> **Exercise material**
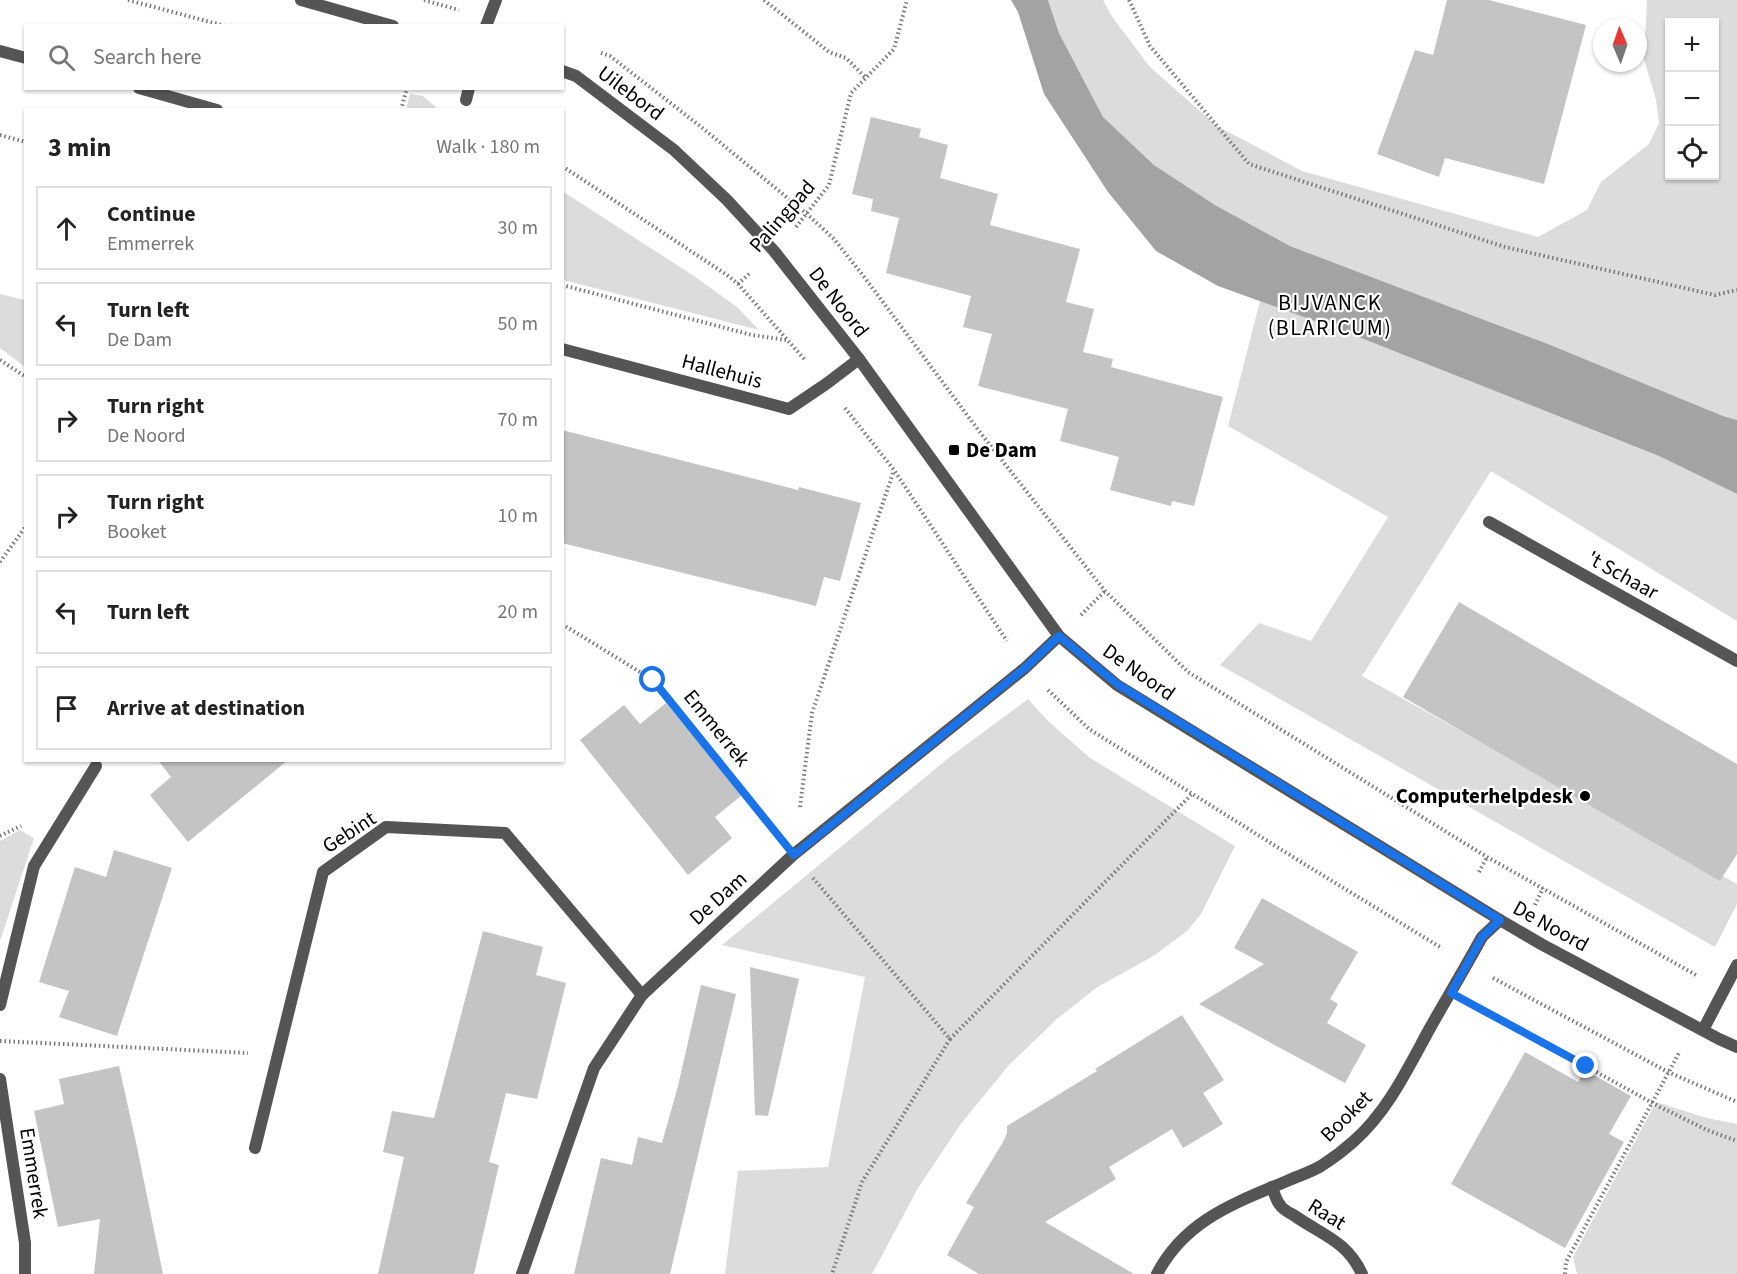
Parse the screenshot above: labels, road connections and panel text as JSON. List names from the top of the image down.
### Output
{
  "streets": {
    "street": [
      "Uilebord",
      "De Noord",
      "Hallehuis",
      "'t Schaar",
      "Emmerrek",
      "Gebint",
      "De Dam",
      "Booket",
      "Raat"
    ],
    "path": ["Palingpad"]
  },
  "crossings": [
    ["Uilebord", "De Noord"],
    ["Palingpad", "De Noord"],
    ["De Noord", "Hallehuis"],
    ["De Noord", "De Dam"],
    ["De Noord", "Booket"],
    ["Emmerrek", "De Dam"],
    ["Gebint", "De Dam"],
    ["Booket", "Raat"]
  ],
  "districts": ["BIJVANCK (BLARICUM)"],
  "places": {
    "transit": ["De Dam"],
    "other": ["Computerhelpdesk"]
  },
  "north": "top",
  "page": {
    "map_buttons": ["+", "−"],
    "search": "Search here",
    "heading": ["3 min", "Walk · 180 m"],
    "list": [
      ["Continue", "Emmerrek", "30 m"],
      ["Turn left", "De Dam", "50 m"],
      ["Turn right", "De Noord", "70 m"],
      ["Turn right", "Booket", "10 m"],
      ["Turn left", "20 m"],
      "Arrive at destination"
    ]
  }
}
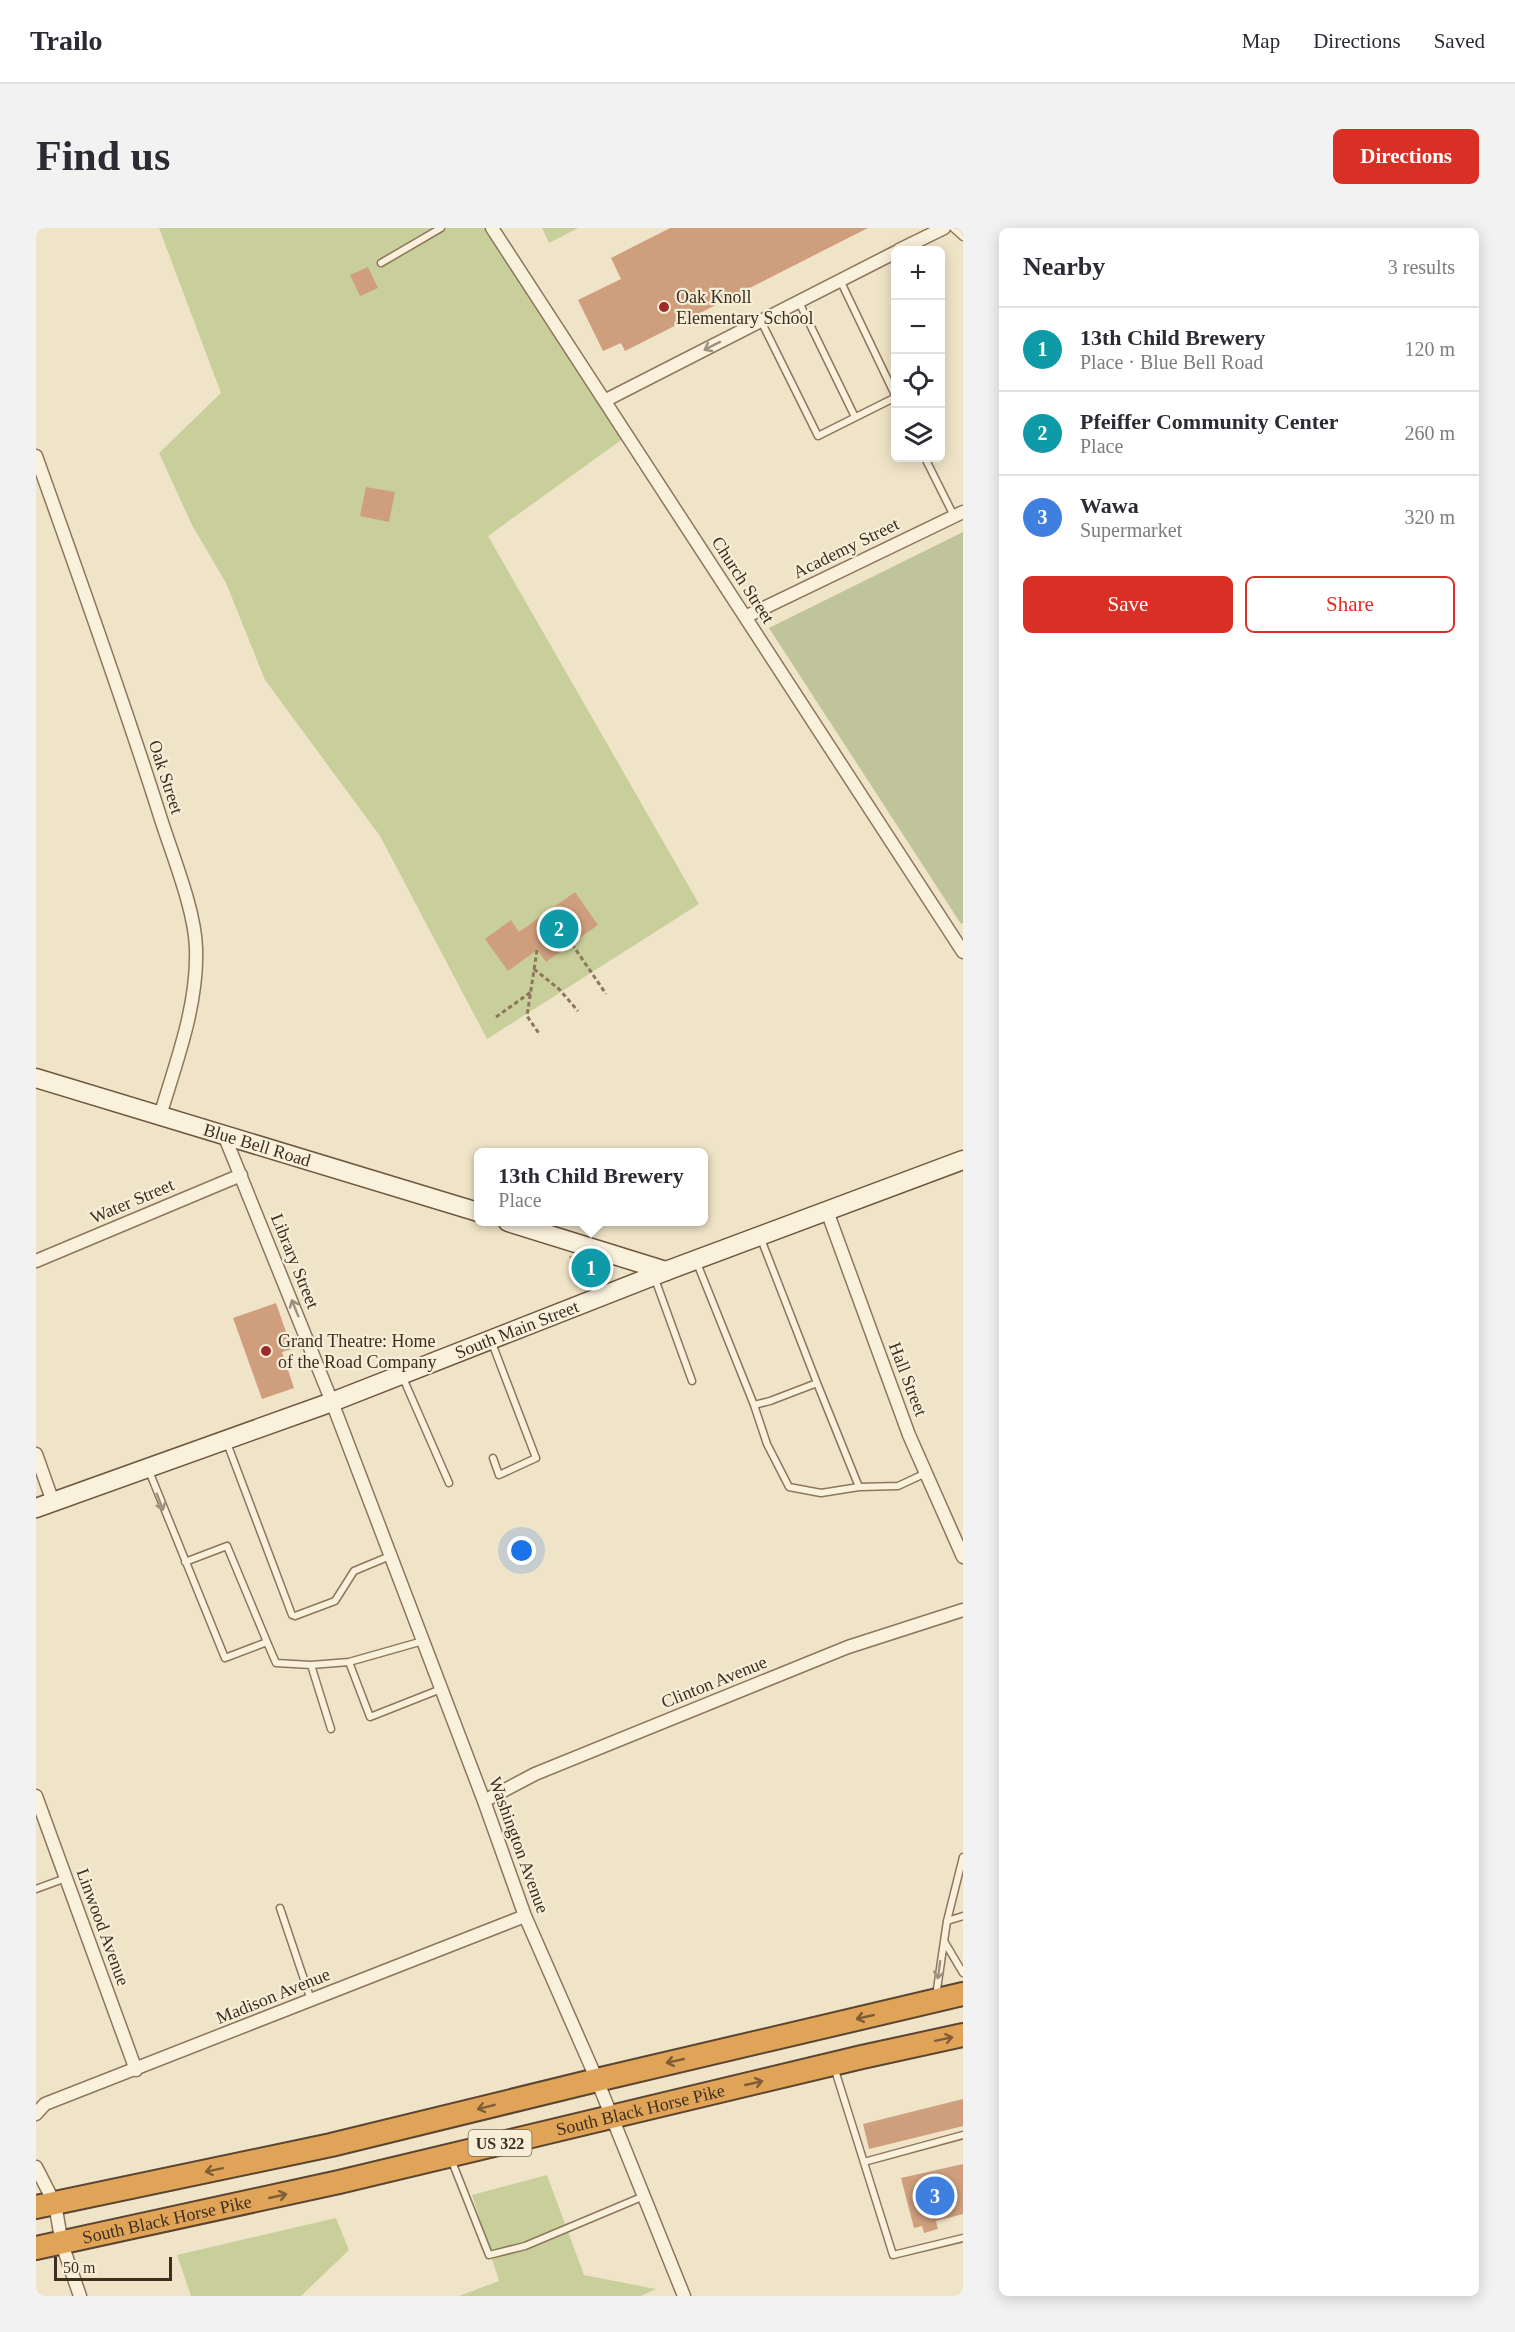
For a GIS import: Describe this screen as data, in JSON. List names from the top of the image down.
{
  "streets": {
    "highway": ["South Black Horse Pike", "US 322"],
    "street": [
      "Academy Street",
      "Church Street",
      "Oak Street",
      "Blue Bell Road",
      "Water Street",
      "Library Street",
      "South Main Street",
      "Hall Street",
      "Clinton Avenue",
      "Washington Avenue",
      "Linwood Avenue",
      "Madison Avenue"
    ]
  },
  "crossings": [
    ["Academy Street", "Church Street"],
    ["Oak Street", "Blue Bell Road"],
    ["Blue Bell Road", "Library Street"],
    ["Water Street", "Library Street"],
    ["Library Street", "South Main Street"],
    ["Library Street", "Washington Avenue"],
    ["South Main Street", "Hall Street"],
    ["South Main Street", "Washington Avenue"],
    ["Clinton Avenue", "Washington Avenue"],
    ["Washington Avenue", "Madison Avenue"],
    ["Washington Avenue", "South Black Horse Pike"],
    ["Washington Avenue", "US 322"],
    ["Linwood Avenue", "Madison Avenue"]
  ],
  "one_way": ["Library Street"],
  "places": ["Oak Knoll Elementary School", "Grand Theatre: Home of the Road Company"],
  "scale_bar": "50 m",
  "page": {
    "header": "Trailo",
    "nav": ["Map", "Directions", "Saved"],
    "buttons": [
      "Directions",
      ["Save", "Share"]
    ],
    "title": "Find us",
    "heading": ["Nearby", "3 results"],
    "map_buttons": ["+", "−"],
    "list": [
      {
        "mark": "1",
        "name": "13th Child Brewery",
        "note": "Place · Blue Bell Road",
        "value": "120 m"
      },
      {
        "mark": "2",
        "name": "Pfeiffer Community Center",
        "note": "Place",
        "value": "260 m"
      },
      {
        "mark": "3",
        "name": "Wawa",
        "note": "Supermarket",
        "value": "320 m"
      }
    ],
    "pins": ["2", "1", "3"],
    "popup": ["13th Child Brewery", "Place"],
    "scale": "50 m"
  }
}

> **Exercise brief**
Could each line of the data be written out exactly, with no pictures included?

> **Answer to the problem**
Parse the screenshot above: labels, road connections and panel text as JSON. List names from the top of the image down.
### Output
{
  "streets": {
    "street": [
      "Uilebord",
      "De Noord",
      "Hallehuis",
      "'t Schaar",
      "Emmerrek",
      "Gebint",
      "De Dam",
      "Booket",
      "Raat"
    ],
    "path": ["Palingpad"]
  },
  "crossings": [
    ["Uilebord", "De Noord"],
    ["Palingpad", "De Noord"],
    ["De Noord", "Hallehuis"],
    ["De Noord", "De Dam"],
    ["De Noord", "Booket"],
    ["Emmerrek", "De Dam"],
    ["Gebint", "De Dam"],
    ["Booket", "Raat"]
  ],
  "districts": ["BIJVANCK (BLARICUM)"],
  "places": {
    "transit": ["De Dam"],
    "other": ["Computerhelpdesk"]
  },
  "north": "top",
  "page": {
    "map_buttons": ["+", "−"],
    "search": "Search here",
    "heading": ["3 min", "Walk · 180 m"],
    "list": [
      ["Continue", "Emmerrek", "30 m"],
      ["Turn left", "De Dam", "50 m"],
      ["Turn right", "De Noord", "70 m"],
      ["Turn right", "Booket", "10 m"],
      ["Turn left", "20 m"],
      "Arrive at destination"
    ]
  }
}
For a GIS import: Describe this screen as data, in JSON. List names from the top of the image down.
{
  "streets": {
    "highway": ["South Black Horse Pike", "US 322"],
    "street": [
      "Academy Street",
      "Church Street",
      "Oak Street",
      "Blue Bell Road",
      "Water Street",
      "Library Street",
      "South Main Street",
      "Hall Street",
      "Clinton Avenue",
      "Washington Avenue",
      "Linwood Avenue",
      "Madison Avenue"
    ]
  },
  "crossings": [
    ["Academy Street", "Church Street"],
    ["Oak Street", "Blue Bell Road"],
    ["Blue Bell Road", "Library Street"],
    ["Water Street", "Library Street"],
    ["Library Street", "South Main Street"],
    ["Library Street", "Washington Avenue"],
    ["South Main Street", "Hall Street"],
    ["South Main Street", "Washington Avenue"],
    ["Clinton Avenue", "Washington Avenue"],
    ["Washington Avenue", "Madison Avenue"],
    ["Washington Avenue", "South Black Horse Pike"],
    ["Washington Avenue", "US 322"],
    ["Linwood Avenue", "Madison Avenue"]
  ],
  "one_way": ["Library Street"],
  "places": ["Oak Knoll Elementary School", "Grand Theatre: Home of the Road Company"],
  "scale_bar": "50 m",
  "page": {
    "header": "Trailo",
    "nav": ["Map", "Directions", "Saved"],
    "buttons": [
      "Directions",
      ["Save", "Share"]
    ],
    "title": "Find us",
    "heading": ["Nearby", "3 results"],
    "map_buttons": ["+", "−"],
    "list": [
      {
        "mark": "1",
        "name": "13th Child Brewery",
        "note": "Place · Blue Bell Road",
        "value": "120 m"
      },
      {
        "mark": "2",
        "name": "Pfeiffer Community Center",
        "note": "Place",
        "value": "260 m"
      },
      {
        "mark": "3",
        "name": "Wawa",
        "note": "Supermarket",
        "value": "320 m"
      }
    ],
    "pins": ["2", "1", "3"],
    "popup": ["13th Child Brewery", "Place"],
    "scale": "50 m"
  }
}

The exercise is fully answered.